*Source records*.
+ + + + + + +

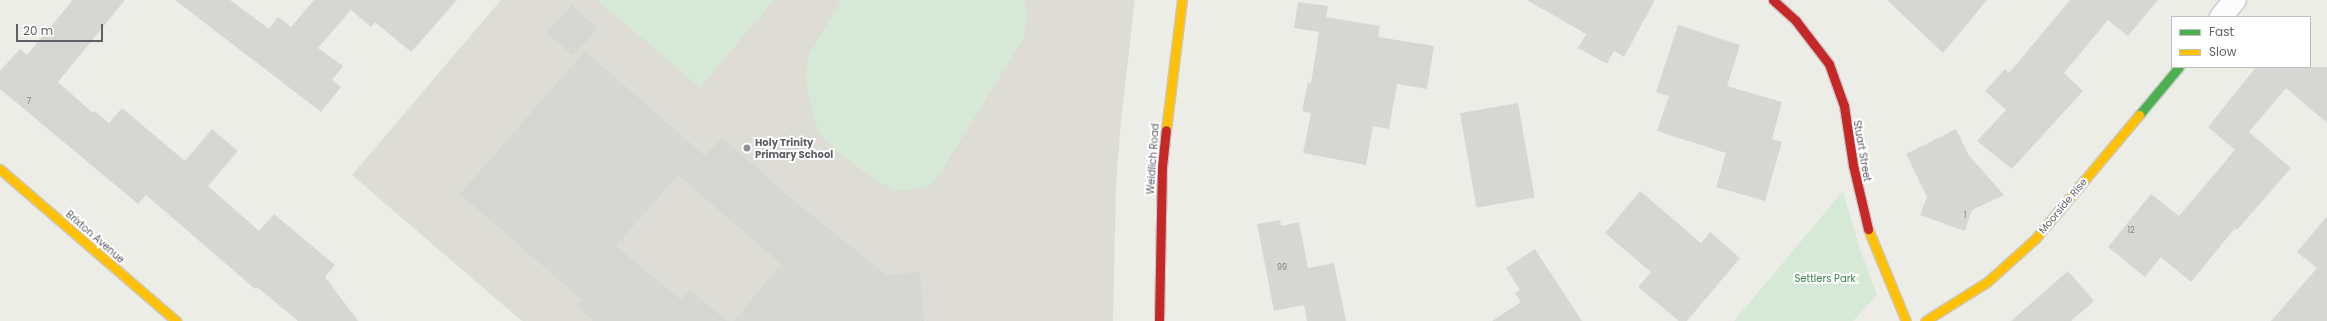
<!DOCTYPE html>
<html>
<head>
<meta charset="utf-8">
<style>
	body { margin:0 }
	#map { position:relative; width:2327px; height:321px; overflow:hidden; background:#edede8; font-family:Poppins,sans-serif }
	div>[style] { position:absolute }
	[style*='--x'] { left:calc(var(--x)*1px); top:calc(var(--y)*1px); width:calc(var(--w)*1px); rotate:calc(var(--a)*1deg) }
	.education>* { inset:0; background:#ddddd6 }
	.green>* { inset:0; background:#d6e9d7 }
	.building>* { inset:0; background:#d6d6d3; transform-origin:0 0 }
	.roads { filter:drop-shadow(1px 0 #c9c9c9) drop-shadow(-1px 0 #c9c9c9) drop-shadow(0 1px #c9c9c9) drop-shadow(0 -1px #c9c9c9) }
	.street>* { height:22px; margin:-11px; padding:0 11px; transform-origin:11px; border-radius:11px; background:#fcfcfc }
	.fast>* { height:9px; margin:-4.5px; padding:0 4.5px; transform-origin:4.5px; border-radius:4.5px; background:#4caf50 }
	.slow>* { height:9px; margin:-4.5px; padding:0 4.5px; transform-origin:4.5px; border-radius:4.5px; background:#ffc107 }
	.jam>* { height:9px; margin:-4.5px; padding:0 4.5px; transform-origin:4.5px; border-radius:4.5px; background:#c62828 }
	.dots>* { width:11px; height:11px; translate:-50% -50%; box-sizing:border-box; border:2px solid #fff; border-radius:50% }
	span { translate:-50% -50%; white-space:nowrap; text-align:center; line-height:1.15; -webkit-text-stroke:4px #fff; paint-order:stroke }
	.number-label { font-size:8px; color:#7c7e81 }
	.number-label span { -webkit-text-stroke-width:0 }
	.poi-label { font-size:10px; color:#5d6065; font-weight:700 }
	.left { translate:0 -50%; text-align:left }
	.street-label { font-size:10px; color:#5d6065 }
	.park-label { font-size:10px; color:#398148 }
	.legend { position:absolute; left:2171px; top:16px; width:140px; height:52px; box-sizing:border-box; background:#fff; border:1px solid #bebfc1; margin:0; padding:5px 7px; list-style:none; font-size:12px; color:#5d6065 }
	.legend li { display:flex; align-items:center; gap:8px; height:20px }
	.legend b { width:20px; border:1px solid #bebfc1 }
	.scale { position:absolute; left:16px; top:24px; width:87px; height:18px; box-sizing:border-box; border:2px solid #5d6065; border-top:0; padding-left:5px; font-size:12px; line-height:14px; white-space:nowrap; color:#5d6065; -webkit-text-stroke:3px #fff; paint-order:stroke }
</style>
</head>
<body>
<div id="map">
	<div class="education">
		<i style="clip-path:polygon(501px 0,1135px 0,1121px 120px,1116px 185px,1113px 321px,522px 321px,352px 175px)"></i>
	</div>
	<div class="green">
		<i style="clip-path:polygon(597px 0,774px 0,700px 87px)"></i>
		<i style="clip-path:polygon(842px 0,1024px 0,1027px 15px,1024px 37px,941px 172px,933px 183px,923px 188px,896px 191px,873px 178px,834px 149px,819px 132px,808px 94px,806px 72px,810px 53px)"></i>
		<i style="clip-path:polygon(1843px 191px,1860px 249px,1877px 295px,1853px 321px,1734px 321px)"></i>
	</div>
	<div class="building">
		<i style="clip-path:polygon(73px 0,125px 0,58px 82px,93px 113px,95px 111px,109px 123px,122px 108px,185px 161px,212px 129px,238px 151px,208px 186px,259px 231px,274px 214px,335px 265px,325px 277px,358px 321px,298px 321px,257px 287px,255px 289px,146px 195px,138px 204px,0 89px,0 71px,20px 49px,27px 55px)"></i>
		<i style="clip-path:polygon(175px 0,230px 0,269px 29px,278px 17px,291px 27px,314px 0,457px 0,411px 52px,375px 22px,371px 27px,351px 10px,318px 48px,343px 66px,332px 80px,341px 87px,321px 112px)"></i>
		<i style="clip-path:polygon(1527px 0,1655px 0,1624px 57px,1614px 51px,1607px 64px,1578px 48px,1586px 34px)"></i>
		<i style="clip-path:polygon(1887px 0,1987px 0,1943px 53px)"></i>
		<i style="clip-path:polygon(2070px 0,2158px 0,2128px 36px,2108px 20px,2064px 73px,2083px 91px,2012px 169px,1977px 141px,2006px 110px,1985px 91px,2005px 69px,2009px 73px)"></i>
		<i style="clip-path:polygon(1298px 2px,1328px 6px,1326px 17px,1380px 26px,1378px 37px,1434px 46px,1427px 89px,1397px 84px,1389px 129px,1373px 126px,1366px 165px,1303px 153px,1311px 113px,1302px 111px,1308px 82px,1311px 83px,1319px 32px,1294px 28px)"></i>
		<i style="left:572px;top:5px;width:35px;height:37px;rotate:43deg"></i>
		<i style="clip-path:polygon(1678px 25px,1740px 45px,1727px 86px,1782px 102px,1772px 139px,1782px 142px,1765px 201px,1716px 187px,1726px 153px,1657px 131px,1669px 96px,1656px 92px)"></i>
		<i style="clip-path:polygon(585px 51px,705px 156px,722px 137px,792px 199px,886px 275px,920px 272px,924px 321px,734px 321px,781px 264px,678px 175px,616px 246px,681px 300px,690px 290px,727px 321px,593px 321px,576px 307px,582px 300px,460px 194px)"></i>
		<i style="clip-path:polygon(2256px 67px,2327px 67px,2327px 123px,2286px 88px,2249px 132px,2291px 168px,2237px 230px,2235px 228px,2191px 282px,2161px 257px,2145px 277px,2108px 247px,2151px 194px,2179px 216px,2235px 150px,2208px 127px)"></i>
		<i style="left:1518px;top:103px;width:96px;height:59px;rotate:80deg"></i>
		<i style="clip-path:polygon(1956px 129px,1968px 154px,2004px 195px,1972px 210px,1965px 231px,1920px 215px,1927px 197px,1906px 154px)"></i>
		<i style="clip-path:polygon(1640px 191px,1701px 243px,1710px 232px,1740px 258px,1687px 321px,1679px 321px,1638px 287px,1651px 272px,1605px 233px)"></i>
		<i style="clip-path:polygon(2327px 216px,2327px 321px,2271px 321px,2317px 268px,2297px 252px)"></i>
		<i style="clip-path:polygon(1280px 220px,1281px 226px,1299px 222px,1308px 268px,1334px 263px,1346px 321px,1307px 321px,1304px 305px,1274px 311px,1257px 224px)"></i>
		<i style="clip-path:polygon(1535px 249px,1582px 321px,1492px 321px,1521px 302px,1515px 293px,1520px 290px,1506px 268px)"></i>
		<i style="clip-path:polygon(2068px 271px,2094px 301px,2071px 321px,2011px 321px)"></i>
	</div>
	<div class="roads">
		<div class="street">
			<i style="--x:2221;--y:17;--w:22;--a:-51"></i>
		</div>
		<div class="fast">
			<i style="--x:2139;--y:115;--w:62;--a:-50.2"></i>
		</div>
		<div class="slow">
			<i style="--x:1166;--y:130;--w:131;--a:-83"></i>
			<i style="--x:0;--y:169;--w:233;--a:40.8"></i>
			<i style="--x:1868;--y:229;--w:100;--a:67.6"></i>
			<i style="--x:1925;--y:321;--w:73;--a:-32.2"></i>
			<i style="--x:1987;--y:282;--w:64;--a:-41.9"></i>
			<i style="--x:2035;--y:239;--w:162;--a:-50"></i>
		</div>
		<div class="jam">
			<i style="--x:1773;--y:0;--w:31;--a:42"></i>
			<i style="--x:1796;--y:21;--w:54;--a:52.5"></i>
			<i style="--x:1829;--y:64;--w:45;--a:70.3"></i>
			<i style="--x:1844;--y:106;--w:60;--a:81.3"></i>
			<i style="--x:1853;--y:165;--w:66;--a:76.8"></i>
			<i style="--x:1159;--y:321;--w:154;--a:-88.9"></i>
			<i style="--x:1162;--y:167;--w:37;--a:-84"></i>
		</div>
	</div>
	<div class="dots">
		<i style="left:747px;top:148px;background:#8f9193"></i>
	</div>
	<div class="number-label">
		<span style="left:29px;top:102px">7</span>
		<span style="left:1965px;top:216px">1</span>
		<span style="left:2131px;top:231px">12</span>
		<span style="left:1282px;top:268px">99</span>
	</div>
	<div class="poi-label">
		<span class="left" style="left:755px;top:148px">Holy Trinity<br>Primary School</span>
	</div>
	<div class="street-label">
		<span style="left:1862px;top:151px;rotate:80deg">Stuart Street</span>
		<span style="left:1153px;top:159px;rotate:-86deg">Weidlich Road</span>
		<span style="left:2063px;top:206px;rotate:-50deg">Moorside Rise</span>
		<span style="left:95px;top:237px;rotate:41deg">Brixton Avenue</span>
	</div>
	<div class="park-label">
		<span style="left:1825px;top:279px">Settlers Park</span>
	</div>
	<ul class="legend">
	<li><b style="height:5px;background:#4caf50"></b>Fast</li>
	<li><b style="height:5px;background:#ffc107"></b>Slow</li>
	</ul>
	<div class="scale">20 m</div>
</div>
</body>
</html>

+ + + + + + +

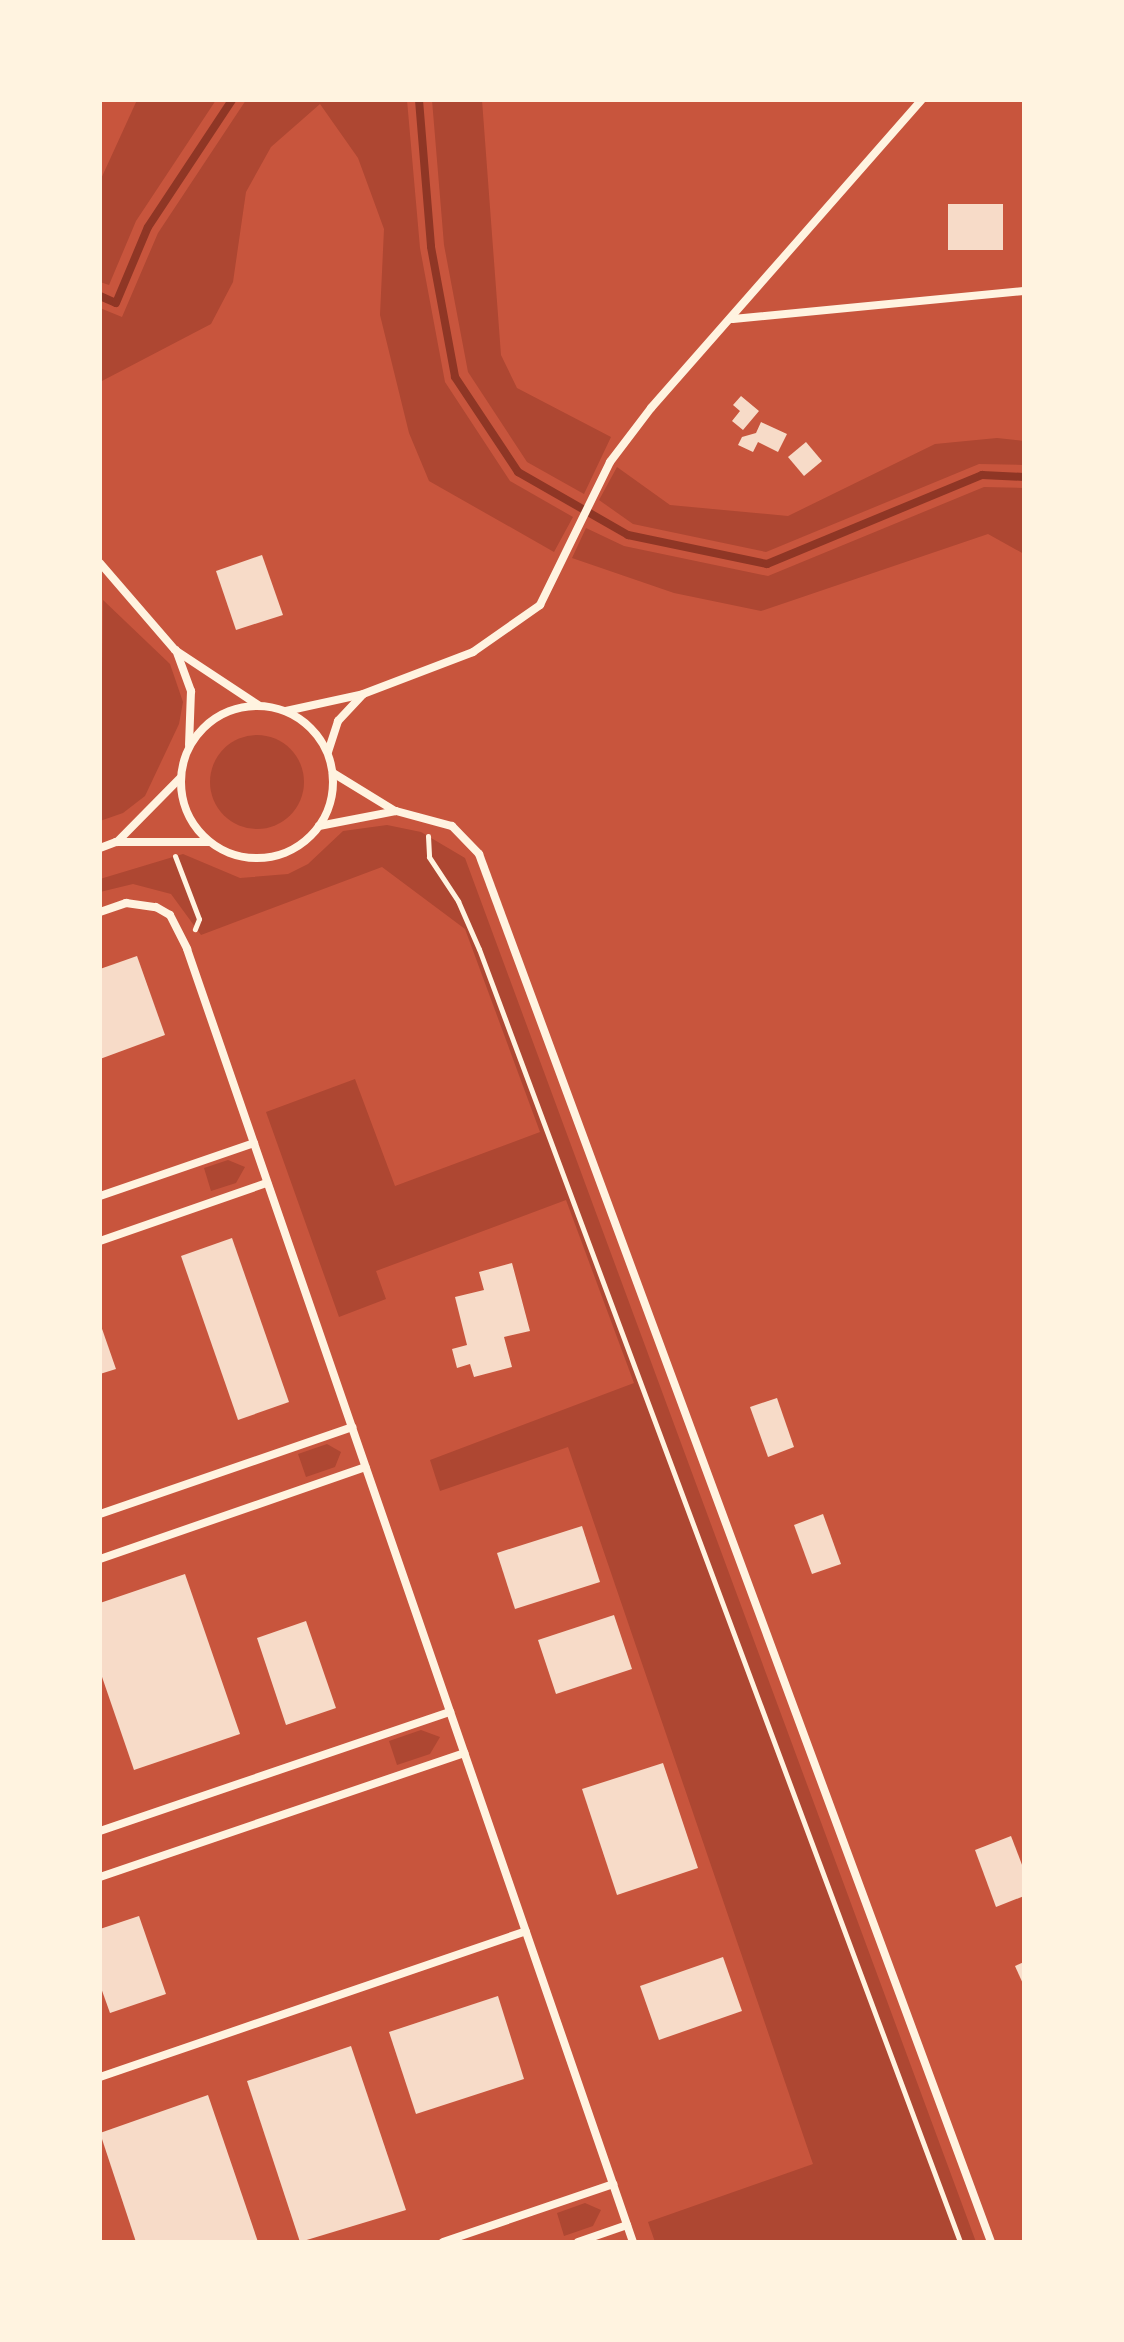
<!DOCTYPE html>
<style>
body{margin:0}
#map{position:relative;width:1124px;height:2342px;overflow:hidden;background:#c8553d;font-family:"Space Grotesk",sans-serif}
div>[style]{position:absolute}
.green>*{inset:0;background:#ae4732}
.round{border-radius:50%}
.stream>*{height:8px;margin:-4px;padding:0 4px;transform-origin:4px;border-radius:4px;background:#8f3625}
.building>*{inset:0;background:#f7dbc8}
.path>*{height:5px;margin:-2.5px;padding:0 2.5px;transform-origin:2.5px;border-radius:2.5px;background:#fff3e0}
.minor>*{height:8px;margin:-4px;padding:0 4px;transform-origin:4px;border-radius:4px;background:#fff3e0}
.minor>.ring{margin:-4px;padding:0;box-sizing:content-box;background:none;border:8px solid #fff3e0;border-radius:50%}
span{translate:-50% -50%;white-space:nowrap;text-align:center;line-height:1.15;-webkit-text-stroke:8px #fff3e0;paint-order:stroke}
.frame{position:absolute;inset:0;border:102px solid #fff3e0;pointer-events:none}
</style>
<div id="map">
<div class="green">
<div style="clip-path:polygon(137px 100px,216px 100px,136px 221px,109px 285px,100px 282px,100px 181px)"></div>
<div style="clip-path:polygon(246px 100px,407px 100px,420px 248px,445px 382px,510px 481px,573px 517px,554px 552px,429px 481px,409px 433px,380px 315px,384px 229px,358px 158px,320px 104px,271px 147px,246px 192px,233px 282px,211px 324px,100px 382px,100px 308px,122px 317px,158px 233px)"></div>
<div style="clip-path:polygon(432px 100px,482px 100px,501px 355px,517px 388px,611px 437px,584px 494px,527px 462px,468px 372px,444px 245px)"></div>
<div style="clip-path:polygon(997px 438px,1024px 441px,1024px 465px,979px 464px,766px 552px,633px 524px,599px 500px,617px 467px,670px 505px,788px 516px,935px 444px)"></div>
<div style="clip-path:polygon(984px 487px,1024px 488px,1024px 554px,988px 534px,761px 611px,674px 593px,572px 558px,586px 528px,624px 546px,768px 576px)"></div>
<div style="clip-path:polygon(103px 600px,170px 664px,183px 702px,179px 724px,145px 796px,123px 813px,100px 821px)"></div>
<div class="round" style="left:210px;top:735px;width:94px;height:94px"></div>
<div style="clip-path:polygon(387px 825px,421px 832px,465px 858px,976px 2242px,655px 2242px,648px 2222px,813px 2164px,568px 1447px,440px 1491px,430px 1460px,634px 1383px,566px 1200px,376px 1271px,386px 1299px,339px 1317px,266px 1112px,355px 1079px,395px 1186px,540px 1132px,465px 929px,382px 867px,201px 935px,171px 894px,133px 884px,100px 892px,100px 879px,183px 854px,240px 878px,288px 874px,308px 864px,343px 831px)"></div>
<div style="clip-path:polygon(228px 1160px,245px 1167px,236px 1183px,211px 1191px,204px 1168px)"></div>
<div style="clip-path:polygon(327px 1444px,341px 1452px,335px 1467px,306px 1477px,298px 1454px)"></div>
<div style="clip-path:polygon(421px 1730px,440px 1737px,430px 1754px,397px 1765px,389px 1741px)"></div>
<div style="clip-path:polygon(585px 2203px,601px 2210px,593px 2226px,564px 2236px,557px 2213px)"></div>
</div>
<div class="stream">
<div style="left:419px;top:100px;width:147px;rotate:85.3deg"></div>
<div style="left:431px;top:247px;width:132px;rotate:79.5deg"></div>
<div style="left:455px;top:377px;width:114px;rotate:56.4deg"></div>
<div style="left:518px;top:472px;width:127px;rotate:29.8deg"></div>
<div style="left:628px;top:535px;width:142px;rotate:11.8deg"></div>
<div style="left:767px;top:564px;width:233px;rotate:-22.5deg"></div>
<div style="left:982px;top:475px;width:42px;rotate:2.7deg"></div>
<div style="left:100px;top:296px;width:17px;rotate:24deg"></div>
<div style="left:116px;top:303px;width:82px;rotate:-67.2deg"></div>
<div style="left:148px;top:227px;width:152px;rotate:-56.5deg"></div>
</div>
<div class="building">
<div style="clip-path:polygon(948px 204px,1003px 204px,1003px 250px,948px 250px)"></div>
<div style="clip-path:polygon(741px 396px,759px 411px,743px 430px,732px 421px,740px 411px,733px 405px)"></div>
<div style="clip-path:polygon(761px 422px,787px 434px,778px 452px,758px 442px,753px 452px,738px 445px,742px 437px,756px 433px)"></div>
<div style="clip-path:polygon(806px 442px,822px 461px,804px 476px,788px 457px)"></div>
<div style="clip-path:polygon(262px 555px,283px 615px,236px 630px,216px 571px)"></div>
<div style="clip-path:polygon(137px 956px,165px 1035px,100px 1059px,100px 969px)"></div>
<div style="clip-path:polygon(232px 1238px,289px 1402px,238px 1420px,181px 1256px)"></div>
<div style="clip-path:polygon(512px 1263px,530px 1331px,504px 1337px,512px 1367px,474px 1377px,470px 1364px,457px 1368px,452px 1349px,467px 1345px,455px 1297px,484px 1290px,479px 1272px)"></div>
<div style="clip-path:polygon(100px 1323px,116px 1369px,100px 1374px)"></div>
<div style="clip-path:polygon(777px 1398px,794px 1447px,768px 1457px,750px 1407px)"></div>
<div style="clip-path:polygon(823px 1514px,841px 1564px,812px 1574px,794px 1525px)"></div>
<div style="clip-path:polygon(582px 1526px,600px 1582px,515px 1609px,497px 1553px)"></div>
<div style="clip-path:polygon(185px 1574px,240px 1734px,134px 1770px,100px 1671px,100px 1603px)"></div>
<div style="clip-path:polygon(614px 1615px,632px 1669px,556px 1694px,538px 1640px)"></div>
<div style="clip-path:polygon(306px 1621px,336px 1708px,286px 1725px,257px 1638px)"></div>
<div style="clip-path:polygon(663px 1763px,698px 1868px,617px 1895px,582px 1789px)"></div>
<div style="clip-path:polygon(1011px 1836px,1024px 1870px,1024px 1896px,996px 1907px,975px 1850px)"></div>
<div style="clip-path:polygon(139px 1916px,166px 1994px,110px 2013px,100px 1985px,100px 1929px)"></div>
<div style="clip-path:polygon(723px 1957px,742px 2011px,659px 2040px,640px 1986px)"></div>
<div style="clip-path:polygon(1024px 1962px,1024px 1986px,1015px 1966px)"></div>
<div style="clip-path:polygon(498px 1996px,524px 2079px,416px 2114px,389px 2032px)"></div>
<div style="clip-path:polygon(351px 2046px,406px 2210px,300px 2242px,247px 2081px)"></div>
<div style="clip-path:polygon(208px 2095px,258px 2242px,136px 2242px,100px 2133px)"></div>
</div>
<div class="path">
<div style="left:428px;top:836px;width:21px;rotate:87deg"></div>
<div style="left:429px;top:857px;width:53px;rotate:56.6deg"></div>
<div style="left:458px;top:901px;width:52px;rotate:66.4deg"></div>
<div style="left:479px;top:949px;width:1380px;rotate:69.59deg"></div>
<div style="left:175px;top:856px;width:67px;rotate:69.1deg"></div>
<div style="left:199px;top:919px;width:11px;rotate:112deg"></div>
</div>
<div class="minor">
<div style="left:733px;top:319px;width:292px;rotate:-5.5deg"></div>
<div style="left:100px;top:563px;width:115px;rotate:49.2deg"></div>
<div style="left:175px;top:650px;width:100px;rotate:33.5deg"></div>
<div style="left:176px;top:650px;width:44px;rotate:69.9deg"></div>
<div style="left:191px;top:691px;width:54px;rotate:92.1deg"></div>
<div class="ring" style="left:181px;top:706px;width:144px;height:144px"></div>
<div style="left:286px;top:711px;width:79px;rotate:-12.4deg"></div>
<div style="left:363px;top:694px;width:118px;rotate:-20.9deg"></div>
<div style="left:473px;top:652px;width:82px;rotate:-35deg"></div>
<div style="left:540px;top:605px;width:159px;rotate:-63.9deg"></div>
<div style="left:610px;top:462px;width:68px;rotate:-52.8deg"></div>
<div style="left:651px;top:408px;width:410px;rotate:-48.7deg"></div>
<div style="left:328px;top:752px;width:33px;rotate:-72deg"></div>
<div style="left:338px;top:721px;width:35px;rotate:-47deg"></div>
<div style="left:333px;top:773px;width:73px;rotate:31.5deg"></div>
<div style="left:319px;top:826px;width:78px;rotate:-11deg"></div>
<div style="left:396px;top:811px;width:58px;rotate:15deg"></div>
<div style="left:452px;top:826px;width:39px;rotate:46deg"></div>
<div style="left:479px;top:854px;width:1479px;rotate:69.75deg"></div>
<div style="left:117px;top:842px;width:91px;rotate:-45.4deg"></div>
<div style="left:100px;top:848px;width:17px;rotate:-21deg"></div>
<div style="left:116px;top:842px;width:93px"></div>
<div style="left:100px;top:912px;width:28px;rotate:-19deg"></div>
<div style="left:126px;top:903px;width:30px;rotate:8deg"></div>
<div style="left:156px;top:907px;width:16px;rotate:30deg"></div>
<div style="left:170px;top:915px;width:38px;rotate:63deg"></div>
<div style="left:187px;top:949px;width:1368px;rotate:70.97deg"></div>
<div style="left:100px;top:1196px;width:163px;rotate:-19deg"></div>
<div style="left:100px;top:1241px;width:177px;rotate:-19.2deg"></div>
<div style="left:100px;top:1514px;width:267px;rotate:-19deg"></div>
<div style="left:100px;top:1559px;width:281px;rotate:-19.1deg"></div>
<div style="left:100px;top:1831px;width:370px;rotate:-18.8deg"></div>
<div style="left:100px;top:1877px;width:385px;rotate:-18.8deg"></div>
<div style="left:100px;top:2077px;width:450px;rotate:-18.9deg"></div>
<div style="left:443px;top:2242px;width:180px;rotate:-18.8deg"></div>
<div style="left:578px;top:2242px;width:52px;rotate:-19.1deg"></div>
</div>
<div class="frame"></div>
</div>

+ + + + + + +

Return only the count of lines in the records that hold the word "sans".

*Problem solution*. 2